Assigned task:
Reproduce, from the lines below, exactly the stretch that begins at the line containing "Map reading. Build" and ends at the line containing "Transcribe the names", both included.

Stored data entries
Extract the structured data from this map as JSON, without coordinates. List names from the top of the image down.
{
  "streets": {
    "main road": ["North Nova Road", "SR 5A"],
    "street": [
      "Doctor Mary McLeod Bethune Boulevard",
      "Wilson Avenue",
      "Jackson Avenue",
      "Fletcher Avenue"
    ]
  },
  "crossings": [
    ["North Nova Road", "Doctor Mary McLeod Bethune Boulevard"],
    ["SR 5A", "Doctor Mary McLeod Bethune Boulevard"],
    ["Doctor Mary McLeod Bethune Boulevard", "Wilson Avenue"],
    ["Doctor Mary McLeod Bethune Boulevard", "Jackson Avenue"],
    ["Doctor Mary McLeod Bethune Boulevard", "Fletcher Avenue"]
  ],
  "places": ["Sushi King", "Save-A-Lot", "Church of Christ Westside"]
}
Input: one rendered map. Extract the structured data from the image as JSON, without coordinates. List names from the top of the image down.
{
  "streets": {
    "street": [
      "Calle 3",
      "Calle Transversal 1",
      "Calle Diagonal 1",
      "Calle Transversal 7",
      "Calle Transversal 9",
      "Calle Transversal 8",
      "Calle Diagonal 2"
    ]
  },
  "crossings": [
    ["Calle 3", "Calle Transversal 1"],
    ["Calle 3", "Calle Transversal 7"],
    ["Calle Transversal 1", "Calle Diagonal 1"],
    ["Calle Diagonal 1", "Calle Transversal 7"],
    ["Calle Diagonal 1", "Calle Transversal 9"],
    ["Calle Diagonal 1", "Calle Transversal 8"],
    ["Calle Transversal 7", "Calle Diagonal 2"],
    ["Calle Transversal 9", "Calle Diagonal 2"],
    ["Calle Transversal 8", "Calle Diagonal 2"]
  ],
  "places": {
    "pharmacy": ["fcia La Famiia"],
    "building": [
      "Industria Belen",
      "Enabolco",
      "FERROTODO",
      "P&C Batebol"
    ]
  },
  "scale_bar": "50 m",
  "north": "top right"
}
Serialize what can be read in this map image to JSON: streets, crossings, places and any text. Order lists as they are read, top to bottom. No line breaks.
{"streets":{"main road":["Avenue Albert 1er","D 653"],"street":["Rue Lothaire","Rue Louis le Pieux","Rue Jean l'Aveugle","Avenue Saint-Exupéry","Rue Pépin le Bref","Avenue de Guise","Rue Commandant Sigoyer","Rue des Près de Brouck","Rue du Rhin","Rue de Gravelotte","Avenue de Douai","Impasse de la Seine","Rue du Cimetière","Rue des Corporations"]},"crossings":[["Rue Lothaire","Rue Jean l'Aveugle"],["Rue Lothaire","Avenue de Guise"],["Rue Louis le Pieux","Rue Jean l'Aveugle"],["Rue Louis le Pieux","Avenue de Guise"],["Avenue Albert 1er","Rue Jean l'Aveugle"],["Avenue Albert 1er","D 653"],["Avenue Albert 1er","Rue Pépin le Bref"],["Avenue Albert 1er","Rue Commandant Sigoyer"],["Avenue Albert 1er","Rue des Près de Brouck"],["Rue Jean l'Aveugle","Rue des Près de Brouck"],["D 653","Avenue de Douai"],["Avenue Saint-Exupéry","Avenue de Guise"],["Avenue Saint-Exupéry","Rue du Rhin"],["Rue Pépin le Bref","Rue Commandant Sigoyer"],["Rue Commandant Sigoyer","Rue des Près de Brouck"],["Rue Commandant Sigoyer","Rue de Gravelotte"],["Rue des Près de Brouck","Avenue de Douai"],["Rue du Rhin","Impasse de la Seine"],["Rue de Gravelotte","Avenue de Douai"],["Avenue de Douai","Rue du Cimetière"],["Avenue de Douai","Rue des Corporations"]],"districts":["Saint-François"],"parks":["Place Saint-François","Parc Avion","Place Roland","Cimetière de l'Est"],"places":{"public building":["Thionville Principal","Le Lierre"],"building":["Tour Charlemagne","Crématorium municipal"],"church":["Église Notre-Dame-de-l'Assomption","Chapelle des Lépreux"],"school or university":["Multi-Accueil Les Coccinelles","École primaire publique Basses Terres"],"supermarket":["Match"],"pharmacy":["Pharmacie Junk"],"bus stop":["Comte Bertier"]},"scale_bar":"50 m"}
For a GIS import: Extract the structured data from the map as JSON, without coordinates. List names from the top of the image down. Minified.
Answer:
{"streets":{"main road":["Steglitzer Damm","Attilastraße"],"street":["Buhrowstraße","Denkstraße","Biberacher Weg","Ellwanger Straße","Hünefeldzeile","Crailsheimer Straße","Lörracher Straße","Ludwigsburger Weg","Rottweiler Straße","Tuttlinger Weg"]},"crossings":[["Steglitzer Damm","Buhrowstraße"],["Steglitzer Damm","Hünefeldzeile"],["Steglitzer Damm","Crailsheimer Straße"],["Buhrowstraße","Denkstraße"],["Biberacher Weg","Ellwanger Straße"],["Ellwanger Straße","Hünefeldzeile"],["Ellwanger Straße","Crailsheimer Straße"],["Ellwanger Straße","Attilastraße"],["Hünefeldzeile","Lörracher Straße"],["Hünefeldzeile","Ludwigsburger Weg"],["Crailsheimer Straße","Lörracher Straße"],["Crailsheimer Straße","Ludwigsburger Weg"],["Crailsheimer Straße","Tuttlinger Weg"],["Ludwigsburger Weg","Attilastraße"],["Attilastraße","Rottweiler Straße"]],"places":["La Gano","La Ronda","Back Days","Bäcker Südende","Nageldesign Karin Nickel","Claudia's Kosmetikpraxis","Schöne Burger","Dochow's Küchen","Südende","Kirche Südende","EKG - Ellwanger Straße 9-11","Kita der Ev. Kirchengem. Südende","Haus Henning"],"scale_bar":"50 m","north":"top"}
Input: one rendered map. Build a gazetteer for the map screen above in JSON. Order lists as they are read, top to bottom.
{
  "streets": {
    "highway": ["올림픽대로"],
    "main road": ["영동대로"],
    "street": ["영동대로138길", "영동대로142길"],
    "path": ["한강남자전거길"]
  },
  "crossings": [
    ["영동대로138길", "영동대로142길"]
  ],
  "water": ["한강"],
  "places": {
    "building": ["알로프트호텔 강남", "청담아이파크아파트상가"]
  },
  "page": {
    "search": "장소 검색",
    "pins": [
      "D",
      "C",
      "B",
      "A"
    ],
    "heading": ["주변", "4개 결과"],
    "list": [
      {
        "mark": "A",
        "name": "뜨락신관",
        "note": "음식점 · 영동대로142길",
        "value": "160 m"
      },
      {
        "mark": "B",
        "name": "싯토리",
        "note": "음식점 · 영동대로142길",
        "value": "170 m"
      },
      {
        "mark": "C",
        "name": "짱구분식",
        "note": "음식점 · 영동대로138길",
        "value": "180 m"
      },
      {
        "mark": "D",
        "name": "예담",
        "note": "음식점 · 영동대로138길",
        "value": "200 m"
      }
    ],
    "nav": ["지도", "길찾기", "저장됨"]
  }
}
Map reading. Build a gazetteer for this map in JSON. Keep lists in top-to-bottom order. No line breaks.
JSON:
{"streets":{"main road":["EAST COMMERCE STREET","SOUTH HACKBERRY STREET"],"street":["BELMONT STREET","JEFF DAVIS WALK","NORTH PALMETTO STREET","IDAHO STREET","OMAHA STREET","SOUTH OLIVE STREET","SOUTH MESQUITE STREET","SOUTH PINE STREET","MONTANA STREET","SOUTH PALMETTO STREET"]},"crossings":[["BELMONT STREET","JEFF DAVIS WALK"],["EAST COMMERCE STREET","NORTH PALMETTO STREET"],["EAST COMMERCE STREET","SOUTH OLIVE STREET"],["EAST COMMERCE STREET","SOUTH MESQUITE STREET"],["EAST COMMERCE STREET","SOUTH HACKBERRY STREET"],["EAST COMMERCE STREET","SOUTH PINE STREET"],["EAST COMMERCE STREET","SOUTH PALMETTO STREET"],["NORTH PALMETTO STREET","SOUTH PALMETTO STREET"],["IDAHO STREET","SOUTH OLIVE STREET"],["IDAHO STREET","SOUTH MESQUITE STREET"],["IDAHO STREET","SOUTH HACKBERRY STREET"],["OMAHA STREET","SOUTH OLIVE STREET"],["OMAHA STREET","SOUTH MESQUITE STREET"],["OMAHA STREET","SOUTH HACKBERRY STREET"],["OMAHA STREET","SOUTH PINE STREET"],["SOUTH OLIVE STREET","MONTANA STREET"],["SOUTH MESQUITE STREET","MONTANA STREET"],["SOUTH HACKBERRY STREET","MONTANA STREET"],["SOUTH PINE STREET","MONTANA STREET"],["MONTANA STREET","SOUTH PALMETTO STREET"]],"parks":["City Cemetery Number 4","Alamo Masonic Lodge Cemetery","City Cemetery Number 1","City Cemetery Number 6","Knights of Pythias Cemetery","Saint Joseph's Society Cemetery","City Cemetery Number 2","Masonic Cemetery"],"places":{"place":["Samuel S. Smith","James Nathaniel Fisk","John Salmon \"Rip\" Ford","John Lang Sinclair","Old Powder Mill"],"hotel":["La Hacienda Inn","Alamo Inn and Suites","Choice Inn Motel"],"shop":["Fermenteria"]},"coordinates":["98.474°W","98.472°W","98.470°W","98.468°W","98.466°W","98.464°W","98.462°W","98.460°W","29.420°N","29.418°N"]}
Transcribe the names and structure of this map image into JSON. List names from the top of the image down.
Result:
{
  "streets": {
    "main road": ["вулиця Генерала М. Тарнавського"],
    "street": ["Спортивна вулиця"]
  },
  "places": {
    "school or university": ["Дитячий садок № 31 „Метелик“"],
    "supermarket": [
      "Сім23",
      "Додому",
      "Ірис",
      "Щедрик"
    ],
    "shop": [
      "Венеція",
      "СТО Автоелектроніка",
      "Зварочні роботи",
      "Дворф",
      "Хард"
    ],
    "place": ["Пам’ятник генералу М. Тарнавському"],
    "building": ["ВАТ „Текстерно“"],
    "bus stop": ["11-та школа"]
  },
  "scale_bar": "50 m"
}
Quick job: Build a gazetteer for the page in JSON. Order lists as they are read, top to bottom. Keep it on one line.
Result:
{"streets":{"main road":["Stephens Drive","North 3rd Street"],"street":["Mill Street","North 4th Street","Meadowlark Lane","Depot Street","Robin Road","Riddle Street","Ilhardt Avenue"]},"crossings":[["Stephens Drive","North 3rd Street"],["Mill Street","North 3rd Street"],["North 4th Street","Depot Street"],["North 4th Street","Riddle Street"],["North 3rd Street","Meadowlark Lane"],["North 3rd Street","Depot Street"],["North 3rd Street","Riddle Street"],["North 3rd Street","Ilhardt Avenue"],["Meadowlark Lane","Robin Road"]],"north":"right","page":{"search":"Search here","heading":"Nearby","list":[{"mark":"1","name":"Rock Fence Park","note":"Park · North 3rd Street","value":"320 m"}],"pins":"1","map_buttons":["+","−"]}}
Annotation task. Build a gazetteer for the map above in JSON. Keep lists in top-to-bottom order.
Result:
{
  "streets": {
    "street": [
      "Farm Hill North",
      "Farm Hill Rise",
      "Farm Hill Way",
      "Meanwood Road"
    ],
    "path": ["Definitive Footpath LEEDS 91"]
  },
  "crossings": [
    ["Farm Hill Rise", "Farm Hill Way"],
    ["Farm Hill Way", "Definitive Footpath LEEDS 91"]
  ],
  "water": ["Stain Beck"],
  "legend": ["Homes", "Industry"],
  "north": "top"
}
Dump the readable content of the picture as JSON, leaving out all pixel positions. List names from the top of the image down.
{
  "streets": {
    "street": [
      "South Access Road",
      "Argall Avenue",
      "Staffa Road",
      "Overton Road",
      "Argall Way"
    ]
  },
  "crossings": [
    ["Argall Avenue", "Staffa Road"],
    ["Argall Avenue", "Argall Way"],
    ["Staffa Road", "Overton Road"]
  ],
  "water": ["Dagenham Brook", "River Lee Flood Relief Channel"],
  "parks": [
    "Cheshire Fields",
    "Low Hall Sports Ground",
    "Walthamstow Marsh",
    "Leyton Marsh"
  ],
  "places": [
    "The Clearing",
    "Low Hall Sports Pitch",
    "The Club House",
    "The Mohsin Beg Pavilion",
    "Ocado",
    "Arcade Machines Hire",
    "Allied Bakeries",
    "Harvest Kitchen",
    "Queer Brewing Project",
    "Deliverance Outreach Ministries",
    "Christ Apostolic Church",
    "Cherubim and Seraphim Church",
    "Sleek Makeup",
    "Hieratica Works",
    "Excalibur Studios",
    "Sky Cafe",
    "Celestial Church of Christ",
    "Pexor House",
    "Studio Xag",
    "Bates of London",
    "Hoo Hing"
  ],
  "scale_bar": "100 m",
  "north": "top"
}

Task result:
Map reading. Build a gazetteer for this map in JSON. Keep lists in top-to-bottom order. No line breaks.
JSON:
{"streets":{"main road":["EAST COMMERCE STREET","SOUTH HACKBERRY STREET"],"street":["BELMONT STREET","JEFF DAVIS WALK","NORTH PALMETTO STREET","IDAHO STREET","OMAHA STREET","SOUTH OLIVE STREET","SOUTH MESQUITE STREET","SOUTH PINE STREET","MONTANA STREET","SOUTH PALMETTO STREET"]},"crossings":[["BELMONT STREET","JEFF DAVIS WALK"],["EAST COMMERCE STREET","NORTH PALMETTO STREET"],["EAST COMMERCE STREET","SOUTH OLIVE STREET"],["EAST COMMERCE STREET","SOUTH MESQUITE STREET"],["EAST COMMERCE STREET","SOUTH HACKBERRY STREET"],["EAST COMMERCE STREET","SOUTH PINE STREET"],["EAST COMMERCE STREET","SOUTH PALMETTO STREET"],["NORTH PALMETTO STREET","SOUTH PALMETTO STREET"],["IDAHO STREET","SOUTH OLIVE STREET"],["IDAHO STREET","SOUTH MESQUITE STREET"],["IDAHO STREET","SOUTH HACKBERRY STREET"],["OMAHA STREET","SOUTH OLIVE STREET"],["OMAHA STREET","SOUTH MESQUITE STREET"],["OMAHA STREET","SOUTH HACKBERRY STREET"],["OMAHA STREET","SOUTH PINE STREET"],["SOUTH OLIVE STREET","MONTANA STREET"],["SOUTH MESQUITE STREET","MONTANA STREET"],["SOUTH HACKBERRY STREET","MONTANA STREET"],["SOUTH PINE STREET","MONTANA STREET"],["MONTANA STREET","SOUTH PALMETTO STREET"]],"parks":["City Cemetery Number 4","Alamo Masonic Lodge Cemetery","City Cemetery Number 1","City Cemetery Number 6","Knights of Pythias Cemetery","Saint Joseph's Society Cemetery","City Cemetery Number 2","Masonic Cemetery"],"places":{"place":["Samuel S. Smith","James Nathaniel Fisk","John Salmon \"Rip\" Ford","John Lang Sinclair","Old Powder Mill"],"hotel":["La Hacienda Inn","Alamo Inn and Suites","Choice Inn Motel"],"shop":["Fermenteria"]},"coordinates":["98.474°W","98.472°W","98.470°W","98.468°W","98.466°W","98.464°W","98.462°W","98.460°W","29.420°N","29.418°N"]}
Transcribe the names and structure of this map image into JSON. List names from the top of the image down.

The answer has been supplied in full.